Shader Performance on the Web and Mobile
Web games face a unique performance challenge: they must run in a browser sandbox on hardware ranging from powerful desktop GPUs to low-end mobile phone chipsets. A shader that runs smoothly on a discrete NVIDIA or AMD GPU may consume an entire frame budget on a mobile Adreno, Mali, or Apple GPU. Understanding where shader time goes and how to reduce it is essential for delivering a consistent experience across the devices your players actually use.
Profile GPU Performance with Browser Tools
Before optimizing, you need to measure. Guessing at performance bottlenecks is unreliable because GPU behavior is often counterintuitive. A shader that looks complex might run fast due to hardware-level optimizations, while a simple-looking shader with a few texture reads might be the actual bottleneck.
Chrome DevTools Performance panel shows frame timing, including how much time the GPU spends compositing. Long GPU composite times indicate that rendering (including shaders) is the bottleneck. The flame chart breaks down JavaScript execution, which helps distinguish between CPU-side overhead (uniform updates, buffer uploads, draw call submission) and GPU-side work (actual shader execution).

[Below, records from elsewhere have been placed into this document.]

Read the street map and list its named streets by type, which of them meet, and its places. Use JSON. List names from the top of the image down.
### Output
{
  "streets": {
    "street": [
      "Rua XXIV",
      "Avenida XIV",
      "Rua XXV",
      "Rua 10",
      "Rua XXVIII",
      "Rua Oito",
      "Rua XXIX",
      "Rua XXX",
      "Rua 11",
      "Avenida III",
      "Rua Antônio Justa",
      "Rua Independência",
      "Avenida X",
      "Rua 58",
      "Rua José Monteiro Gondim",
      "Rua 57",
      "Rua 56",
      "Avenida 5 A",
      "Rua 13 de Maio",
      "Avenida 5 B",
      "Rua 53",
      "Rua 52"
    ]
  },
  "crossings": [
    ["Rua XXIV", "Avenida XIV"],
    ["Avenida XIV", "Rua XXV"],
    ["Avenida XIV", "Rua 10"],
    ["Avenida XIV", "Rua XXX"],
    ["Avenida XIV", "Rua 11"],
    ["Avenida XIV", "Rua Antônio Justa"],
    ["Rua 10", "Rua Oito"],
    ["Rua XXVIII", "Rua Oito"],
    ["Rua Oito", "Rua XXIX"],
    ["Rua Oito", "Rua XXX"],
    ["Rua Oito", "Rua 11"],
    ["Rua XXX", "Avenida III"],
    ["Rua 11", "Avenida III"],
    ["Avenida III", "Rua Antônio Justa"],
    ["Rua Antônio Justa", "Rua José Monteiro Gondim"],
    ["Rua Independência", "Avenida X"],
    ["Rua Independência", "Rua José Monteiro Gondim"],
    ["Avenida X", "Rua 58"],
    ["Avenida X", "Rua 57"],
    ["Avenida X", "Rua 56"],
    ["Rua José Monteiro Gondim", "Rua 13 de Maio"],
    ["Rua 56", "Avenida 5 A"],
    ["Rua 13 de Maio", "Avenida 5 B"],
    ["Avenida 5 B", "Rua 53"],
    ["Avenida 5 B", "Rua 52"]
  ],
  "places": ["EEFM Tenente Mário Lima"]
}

Spector.js captures an entire frame's WebGL call sequence and lets you inspect each draw call individually. You can see which shader program ran, what textures and uniforms were bound, how many triangles were drawn, and the state of the depth and blend settings. This level of detail reveals redundant state changes, unexpected shader switches, and draw calls that should not be happening. Spector.js is the closest thing to a full GPU profiler available in the browser environment.
Engine-specific profilers provide higher-level information. Three.js's renderer.info reports draw calls, triangles, textures, and shader programs per frame. Babylon.js's built-in Inspector shows render time breakdown, active material count, and per-mesh rendering cost. Monitoring these values over time (especially when adding or modifying shader effects) reveals whether a change helped or hurt performance.
A practical profiling workflow starts by establishing a baseline frame time, then making one change at a time and measuring the impact. If the frame time drops, the optimization worked. If it stays the same, the bottleneck is elsewhere. This methodical approach prevents wasted effort on optimizations that do not address the actual problem.
Optimize Precision and Data Types
GLSL ES requires you to declare a default float precision in the fragment shader using precision mediump float; or precision highp float;. On mobile GPUs, this choice has measurable performance implications. Desktop GPUs typically process all precision levels at the same speed, but mobile GPUs (especially older Qualcomm Adreno and ARM Mali chips) execute mediump operations significantly faster than highp because they use narrower data paths and smaller register files.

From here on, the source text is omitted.